▶ [Your instructions]: Needed from the data below: all lines that contain the word "turn".

────────

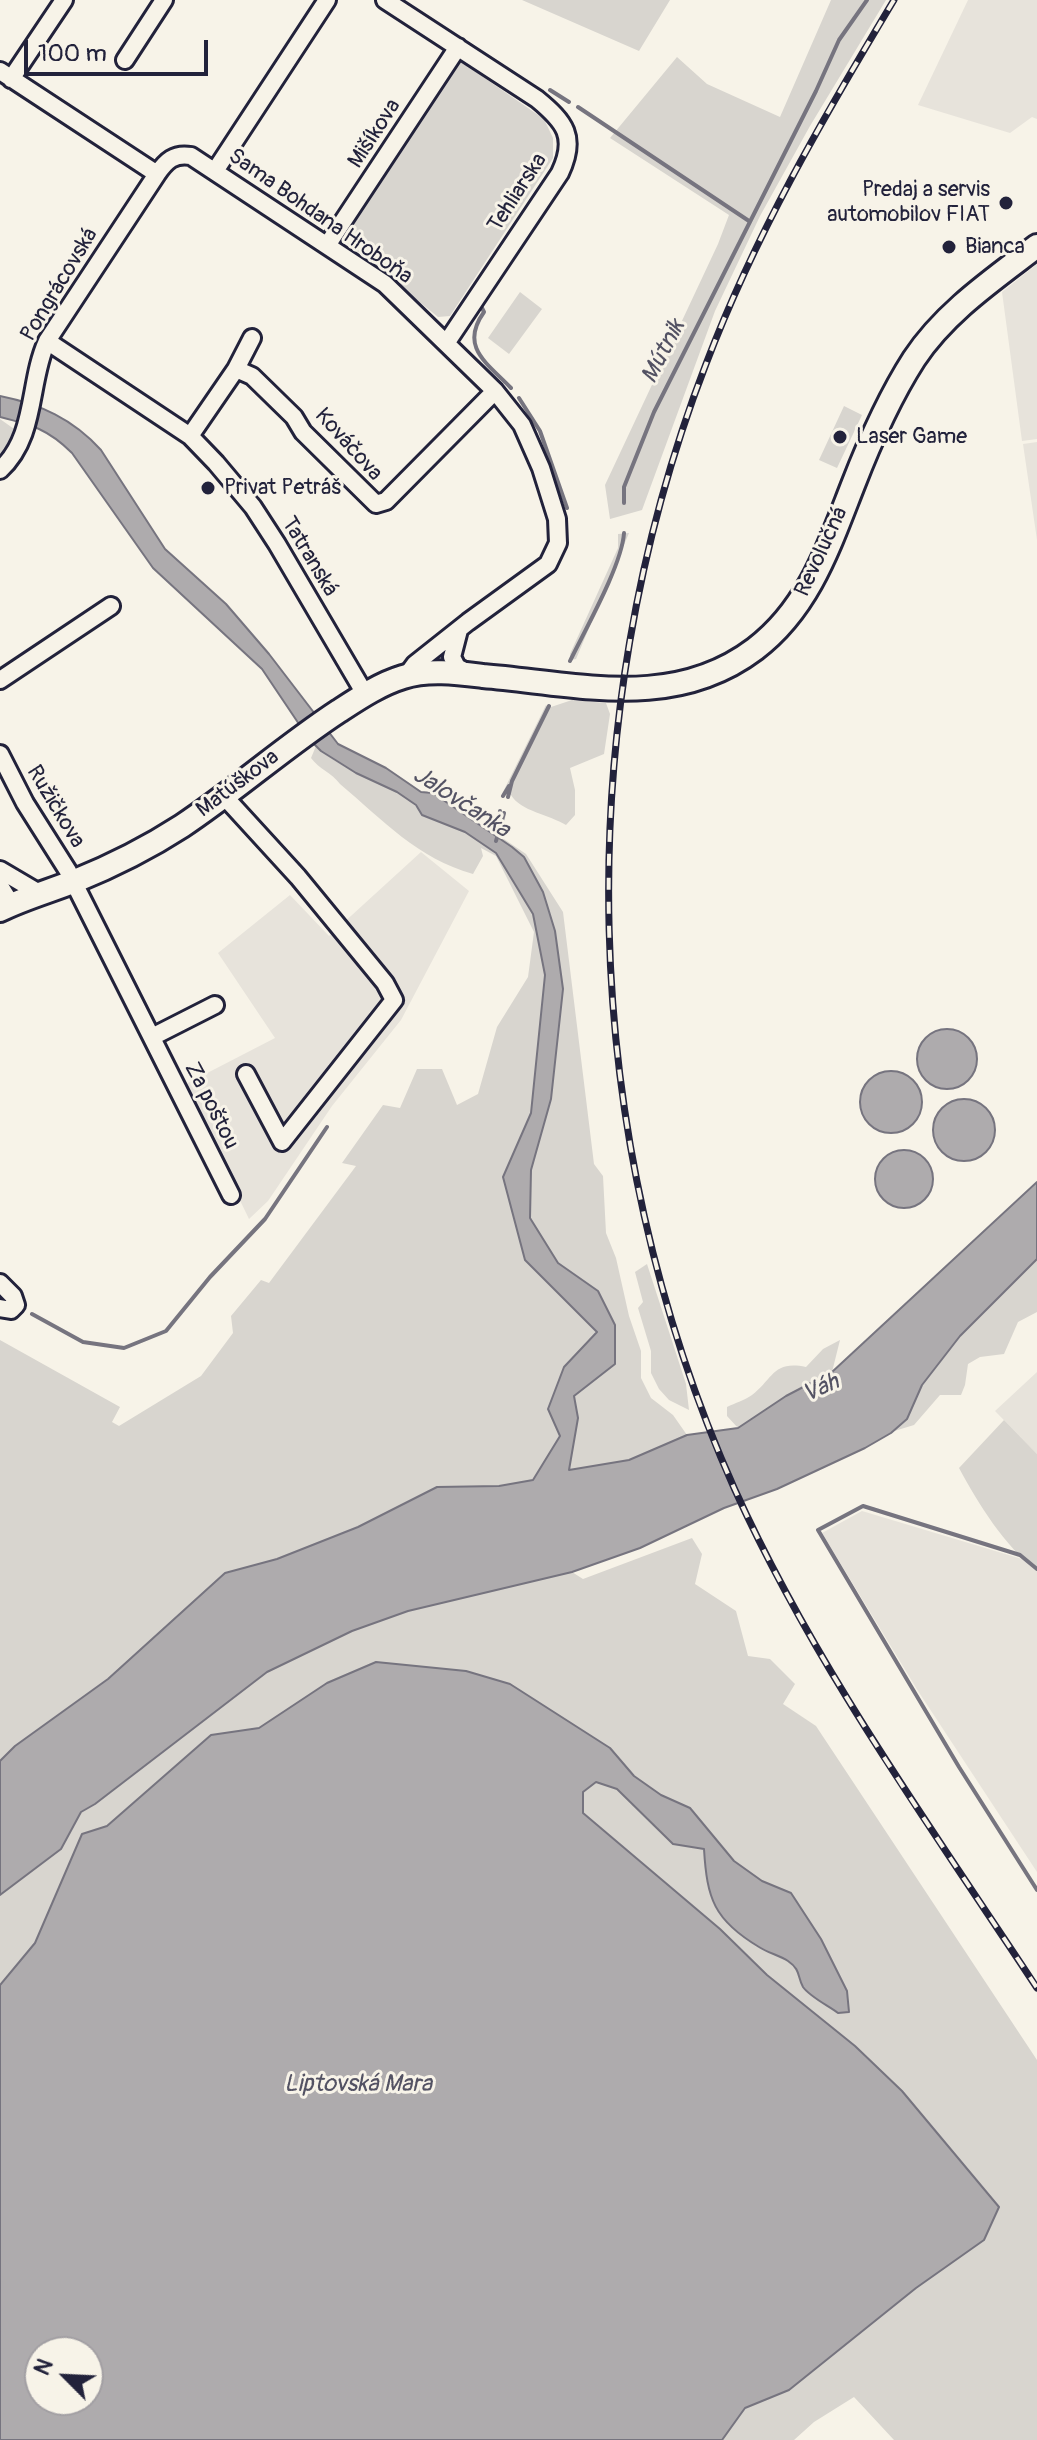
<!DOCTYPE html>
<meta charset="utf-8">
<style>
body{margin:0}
#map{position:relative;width:1037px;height:2440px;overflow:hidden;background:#f7f3e8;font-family:Pangolin,sans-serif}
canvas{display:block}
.north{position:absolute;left:24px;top:2336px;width:80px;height:80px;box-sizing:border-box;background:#f7f3e8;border:2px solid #a29fa3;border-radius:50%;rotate:294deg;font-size:22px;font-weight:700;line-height:32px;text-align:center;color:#22223b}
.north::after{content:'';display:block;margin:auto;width:28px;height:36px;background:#22223b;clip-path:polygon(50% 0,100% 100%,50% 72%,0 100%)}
.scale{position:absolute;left:24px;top:40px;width:184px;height:36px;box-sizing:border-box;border:4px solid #22223b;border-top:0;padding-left:10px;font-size:24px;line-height:28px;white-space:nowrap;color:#22223b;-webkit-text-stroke:6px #f7f3e8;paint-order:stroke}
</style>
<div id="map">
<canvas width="1037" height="2440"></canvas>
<div class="north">N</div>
<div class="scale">100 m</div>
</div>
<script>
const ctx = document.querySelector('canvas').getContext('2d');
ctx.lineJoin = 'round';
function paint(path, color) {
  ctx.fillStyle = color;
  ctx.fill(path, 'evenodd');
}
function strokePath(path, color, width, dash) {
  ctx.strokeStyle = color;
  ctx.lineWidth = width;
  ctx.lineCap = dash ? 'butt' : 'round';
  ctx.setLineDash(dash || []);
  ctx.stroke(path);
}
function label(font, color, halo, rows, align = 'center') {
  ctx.font = font + ' Pangolin,sans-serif';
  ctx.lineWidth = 6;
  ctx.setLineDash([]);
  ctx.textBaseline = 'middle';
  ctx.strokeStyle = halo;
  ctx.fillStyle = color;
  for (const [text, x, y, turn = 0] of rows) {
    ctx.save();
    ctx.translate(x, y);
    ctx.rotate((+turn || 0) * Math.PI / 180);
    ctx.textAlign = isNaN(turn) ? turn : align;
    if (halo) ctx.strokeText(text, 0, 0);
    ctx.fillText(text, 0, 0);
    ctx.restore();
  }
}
const built = new Path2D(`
 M968 0H1037V119L1032 117 1010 133 918 105Z
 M1037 264V439L1022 441 1002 292Z
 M1037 442V540L1023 444Z
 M421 852 469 891 401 1020 332 1106 268 1201 249 1219 184 1085 275 1038 218 953 290 895 329 936Z
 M1037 1372V1454L995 1411Z
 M862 1511 1022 1559 1037 1571V1872L918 1691 822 1533Z`);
const green = new Path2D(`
 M522 0H670L639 51Z
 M831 0H886L810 126 760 216 715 311 642 510 610 519 605 485 718 244 729 215 610 138 677 57 707 84 780 117Z
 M460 61 544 119 553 138V158L450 316 438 317 341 238Z
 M520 292 542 309 509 354 488 338Z
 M844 406 862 415 837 468 819 460Z
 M0 419 17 431 0 460Z
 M629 533 576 659 571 660 570 654 618 548V534Z
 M572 700 606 703 610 714 604 754 570 768 575 790V815L566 825C550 815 520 811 511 795L502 794 546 705 548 708Z
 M316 746C346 776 396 780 423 814L433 793 492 833 499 813 506 814 501 837 526 854 563 912 594 1164 603 1176 606 1233 616 1258 629 1316 641 1351V1378L651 1398 673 1415 687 1435 629 1460 568 1471 572 1572 583 1579 692 1538 702 1554 695 1584 736 1611 748 1656 770 1659 795 1684 783 1704 816 1726 1037 2060V2440H894L854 2397 814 2422 794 2440H722L745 2408 789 2390 916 2288 984 2240 902 2091 855 2046 767 1975 720 1929 583 1813V1792L596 1782 617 1789 673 1844 705 1849C705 1898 717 1919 758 1947 766 1952 778 1954 786 1959 805 1972 830 1996 848 2012L847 1991 821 1939 791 1893 762 1881 734 1861 690 1808 661 1795 634 1776 610 1748 510 1684 327 1683 259 1728 211 1735 107 1826 82 1834 35 1943 0 1985V1340L120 1407 112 1422 119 1426 201 1376 233 1333 231 1316 261 1280 269 1283 356 1166 342 1163 383 1105 400 1108 417 1069H442L457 1105 478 1094 497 1027 528 977 534 932 496 856 481 848 483 856 473 874C417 858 384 821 340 784 332 773 319 769 311 758Z
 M1037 1259V1312L1018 1322 1004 1354 980 1357 968 1364 965 1385 961 1395H940L914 1425 891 1432 907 1419 922 1385 960 1336Z
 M647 1264 686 1384 689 1410 669 1400 659 1389 651 1373V1351L638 1308 643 1302 635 1272Z
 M840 1340 832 1372 786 1396 738 1428 727 1416V1407C735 1403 745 1400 752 1395 773 1379 773 1360 806 1367L823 1349Z
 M1004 1420 1037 1454V1571C1004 1545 979 1505 959 1468Z`);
const water = new Path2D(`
 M0 396C40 404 73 419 101 450L165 549 226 604 269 654 338 744 386 768 421 792 433 793 512 847 524 857 543 892 555 931 563 989 551 1099 531 1170 530 1218 558 1263 598 1291 615 1325V1364L574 1396 578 1418 569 1470 629 1460 687 1435 738 1428 786 1396 832 1372 1037 1182V1259L960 1336 922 1385 907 1419 891 1433 865 1448 777 1489 724 1508 640 1548 572 1572 408 1611 352 1631 267 1672 95 1804 81 1812 61 1849 0 1895V1761L15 1746 108 1679 225 1573 277 1559 358 1527 437 1487 499 1486 533 1480 560 1436 548 1409 564 1367 597 1332 525 1260 503 1177 531 1113 545 975 533 914 496 853 465 832 422 815 416 805 397 792 356 773 321 751 309 739 262 669 153 568 72 453C48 429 32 425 0 417Z
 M917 1059a30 30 0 1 1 60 0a30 30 0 1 1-60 0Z
 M860 1102a31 31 0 1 1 62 0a31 31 0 1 1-62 0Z
 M933 1130a31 31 0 1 1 62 0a31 31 0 1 1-62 0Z
 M875 1179a29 29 0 1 1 58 0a29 29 0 1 1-58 0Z
 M376 1662 466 1671 510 1684 610 1748 634 1776 661 1795 690 1808 734 1861 762 1881 791 1893 821 1939 847 1991 849 2012 838 2013C829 2006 810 1997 803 1987 797 1976 801 1970 788 1961 779 1955 768 1953 759 1947 714 1920 707 1899 704 1849L673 1844 617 1789 596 1782 583 1792V1813L720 1929 767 1975 855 2046 902 2091 999 2207 984 2240 916 2288 789 2390 745 2408 722 2440H0V1985L35 1943 82 1834 107 1826 211 1735 259 1728 327 1683ZM40 2352H88V2400H40Z`);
const stream = new Path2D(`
 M550 90 569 102
 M578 107 749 221
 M482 308 484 312C459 347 487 363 511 388
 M519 398 540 431 567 508
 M624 503V487L654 412 816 91 839 40 867 0
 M570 661C585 630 622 565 624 533
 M503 796 509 786
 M508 797 512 781 549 706
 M499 825 500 811
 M496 841 504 813
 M32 1314 83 1342 124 1348 166 1331 210 1277 265 1219 327 1127
 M1037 1569 1020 1555 863 1506 818 1530 959 1767 1037 1890`);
const minor = new Path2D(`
 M385 0 537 99C565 122 577 137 560 173L447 342
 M125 60 164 0
 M0 71 157 174C166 161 174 153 191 156L385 284 495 391 522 425 541 468 557 519 558 543 548 564 468 622 415 664 407 675
 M11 79 64 0
 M215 171 327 0
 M328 244 458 47
 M47 341 190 436 216 463 253 507 277 544 365 694
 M236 369 252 376 294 417 303 432 376 504 386 501 495 391
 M190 436 236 369 252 338
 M0 470C37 436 28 383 47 341L157 174
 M459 630 452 657 457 667 470 674
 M0 680 111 606
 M0 754 25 803 68 871 231 1195
 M223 795 298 877 385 983 394 1000 282 1142 246 1074
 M0 870 39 893
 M0 886 12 905
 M152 1037 215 1005
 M0 1283 13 1296 16 1305 11 1310 0 1308`);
const major = new Path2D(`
 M0 910C24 898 50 891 75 881 112 866 148 848 182 826 236 790 284 747 339 711 359 698 380 684 403 677 428 669 458 673 483 676 578 684 673 711 755 649 809 608 829 546 853 485 870 441 889 398 914 359 945 312 994 279 1037 246`);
const rail = new Path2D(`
 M894 0C823 118 755 235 706 364 567 723 577 1138 735 1490 815 1667 931 1827 1037 1988`);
const markers = [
 [1006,203,8,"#22223b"],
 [949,247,8,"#22223b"],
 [840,437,8,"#22223b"],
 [208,488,8,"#22223b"]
];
const streetNames = [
 ["Mišíkova",375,134,-57],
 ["Tehliarska",518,193,-57],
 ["Sama Bohdana Hroboňa",320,217,35],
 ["Pongrácovská",60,285,-59],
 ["Kováčova",348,445,48],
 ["Revolučná",822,552,-65],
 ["Tatranská",309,557,59],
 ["Matúškova",238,784,-37],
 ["Ružičkova",55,807,59],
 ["Za poštou",211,1106,63]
];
const poiNames = [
 ["Predaj a servis",990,190,"right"],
 ["automobilov FIAT",990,215,"right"],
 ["Bianca",965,247],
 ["Laser Game",856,437],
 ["Privat Petráš",224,488]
];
const waterNames = [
 ["Mútnik",664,352,-63],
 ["Jalovčanka",461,803,33],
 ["Váh",821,1389,-24],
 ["Liptovská Mara",358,2085]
];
paint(built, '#e7e3db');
paint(green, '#d8d5cf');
paint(water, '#aeabad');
strokePath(water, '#76747f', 2);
strokePath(stream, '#76747f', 4);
strokePath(minor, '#22223b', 22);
strokePath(major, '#22223b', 28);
strokePath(minor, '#f7f3e8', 16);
strokePath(major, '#f7f3e8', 22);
strokePath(rail, '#22223b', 7);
strokePath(rail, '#f7f3e8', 4, [12]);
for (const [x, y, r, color] of markers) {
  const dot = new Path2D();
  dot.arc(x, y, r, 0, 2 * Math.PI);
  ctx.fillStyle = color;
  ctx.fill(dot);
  strokePath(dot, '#f7f3e8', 3);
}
label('22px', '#22223b', '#f7f3e8', streetNames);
label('22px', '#22223b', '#f7f3e8', poiNames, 'left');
label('italic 24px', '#535263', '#f7f3e8', waterNames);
</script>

────────

▶ [Response for this exercise]:
  for (const [text, x, y, turn = 0] of rows) {
    ctx.rotate((+turn || 0) * Math.PI / 180);
    ctx.textAlign = isNaN(turn) ? turn : align;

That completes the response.